After my Great Aunt's death, I went to live with my Grandparents. They owned and operated a 40-acre apple orchard in Central Washington. One of the families who worked for them invited me to their First Baptist Church Vacation Bible School. Since I was basically growing up as an only child with "older" parents, I was eager to get "out" and be with other kids and besides… the cookies and Kool-Aid were great incentives! I remember the first scripture I memorized was John 3:16… "For God so loved the world…" And I remember thinking… "WOW… I want to know that kind of love!" I still have a crayoned picture from those classes and little crosses I received for memorizing Bible verses. Sometimes I attended Sunday school with them, but after a while, they moved on and even though my religious education went into a dormant mode… God continued to work in my life… Something deep inside told me He was real and leading me…

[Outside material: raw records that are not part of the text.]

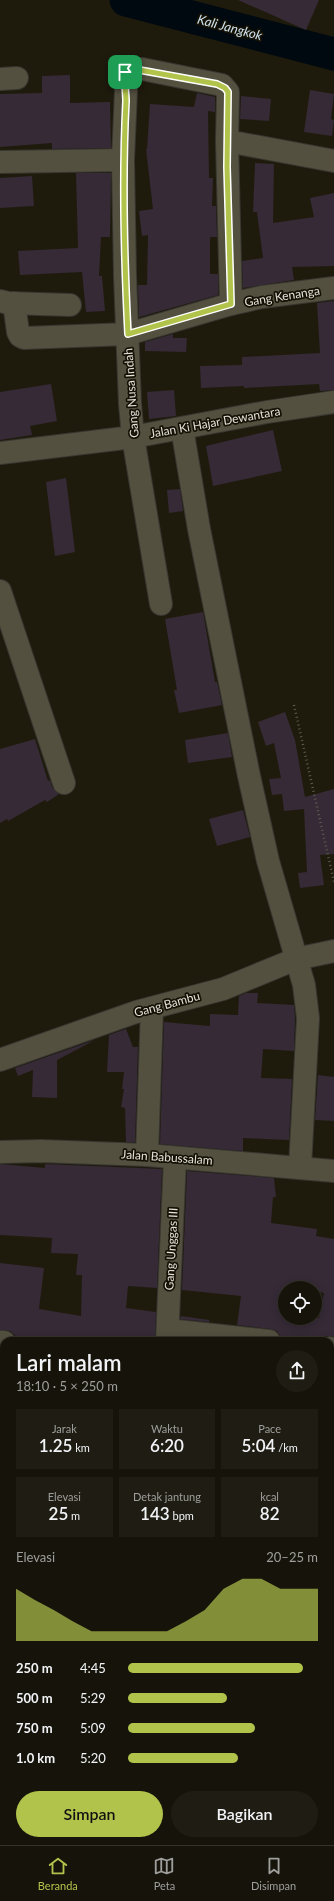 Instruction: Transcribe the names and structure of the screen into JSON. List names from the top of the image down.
{
  "streets": {
    "street": [
      "Gang Kenanga",
      "Gang Nusa Indah",
      "Jalan Ki Hajar Dewantara",
      "Gang Bambu",
      "Jalan Babussalam",
      "Gang Unggas III"
    ]
  },
  "crossings": [
    ["Gang Kenanga", "Gang Nusa Indah"],
    ["Gang Nusa Indah", "Jalan Ki Hajar Dewantara"],
    ["Jalan Babussalam", "Gang Unggas III"]
  ],
  "water": ["Kali Jangkok"],
  "page": {
    "heading": ["Lari malam", "18:10 · 5 × 250 m"],
    "stats": [
      ["Jarak", "1.25 km"],
      ["Waktu", "6:20"],
      ["Pace", "5:04 /km"],
      ["Elevasi", "25 m"],
      ["Detak jantung", "143 bpm"],
      ["kcal", "82"]
    ],
    "chart": ["Elevasi", "20–25 m"],
    "list": [
      {
        "name": "250 m",
        "note": "4:45"
      },
      {
        "name": "500 m",
        "note": "5:29"
      },
      {
        "name": "750 m",
        "note": "5:09"
      },
      {
        "name": "1.0 km",
        "note": "5:20"
      }
    ],
    "buttons": ["Simpan", "Bagikan"],
    "tabs": ["Beranda", "Peta", "Disimpan"]
  }
} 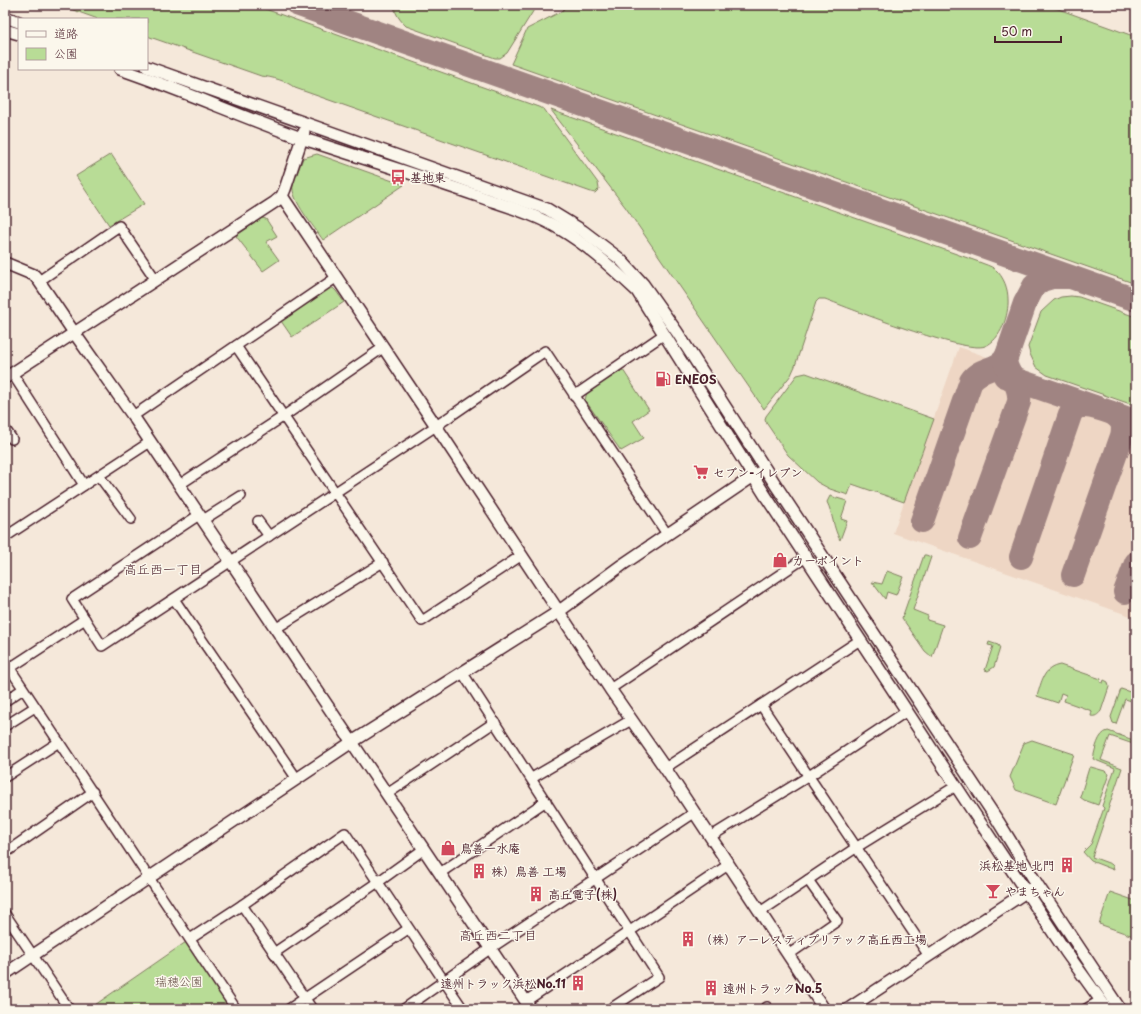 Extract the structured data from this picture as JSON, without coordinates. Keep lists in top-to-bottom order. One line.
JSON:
{"districts":["高丘西一丁目","高丘西二丁目"],"parks":["瑞穂公園"],"places":{"bus stop":["基地東"],"fuel station":["ENEOS"],"supermarket":["セブン-イレブン"],"shop":["カーポイント","鳥善一水庵"],"building":["浜松基地 北門","株）鳥善 工場","高丘電子(株)","（株）アーレスティプリテック高丘西工場","遠州トラック浜松No.11","遠州トラックNo.5"],"bar":["やまちゃん"]},"legend":["道路","公園"],"scale_bar":"50 m"}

I know my grandmother believed in God, but unfortunately she didn't share her thoughts. What she did was devote her life to family, friends, home and the plants and animals that flourished there. She truly had a heart of gold. Although we didn't share scripture or attend church together, Mama once again taught me about unconditional love.
As I grew older and entered my teen years, I grew more prideful and rebellious. I became an overachiever, but my satisfaction was empty. Alone… I would often cry to God for comfort and protection. At 15… I fell in love with a boy who attended the Episcopal Church. He was an acolyte and a member of the church youth group. My prayers had been answered! I had missed spending time with God. I longed to have a "connection" with Him again and thought my church attendance would make that happen. Life seemed good until school ended and I graduated. When my relationship with the boy fell apart… my relationship with God became dormant again… but God is patient and He waited for me…
I married my first husband at age 19. My grandmother chose the First Presbyterian Church for the ceremony. I remember it seemed strange to be married in a church I had never been in before… by a minister I didn't know. I remember thinking… "God… I'm angry and confused… I need you… Do you REALLY want me to do this?"… But I couldn't hear His answer…
My husband and I attended church every Sunday, but it felt routine and superficial to me. I remember thinking… "God…is this all there is… what am I missing?" But… God with His infinite wisdom and perfect timing… continued to "woo" me and after a while I began to finally hear the Holy Spirit. A few years later I became the mother of a beautiful baby boy. On Christmas Eve, 1967, in the United Congregational Church in Odessa, Washington… PRAISE GOD… my son and I were baptized together. It was a joyful celebration, but within a short while I began to feel once again… something was still missing…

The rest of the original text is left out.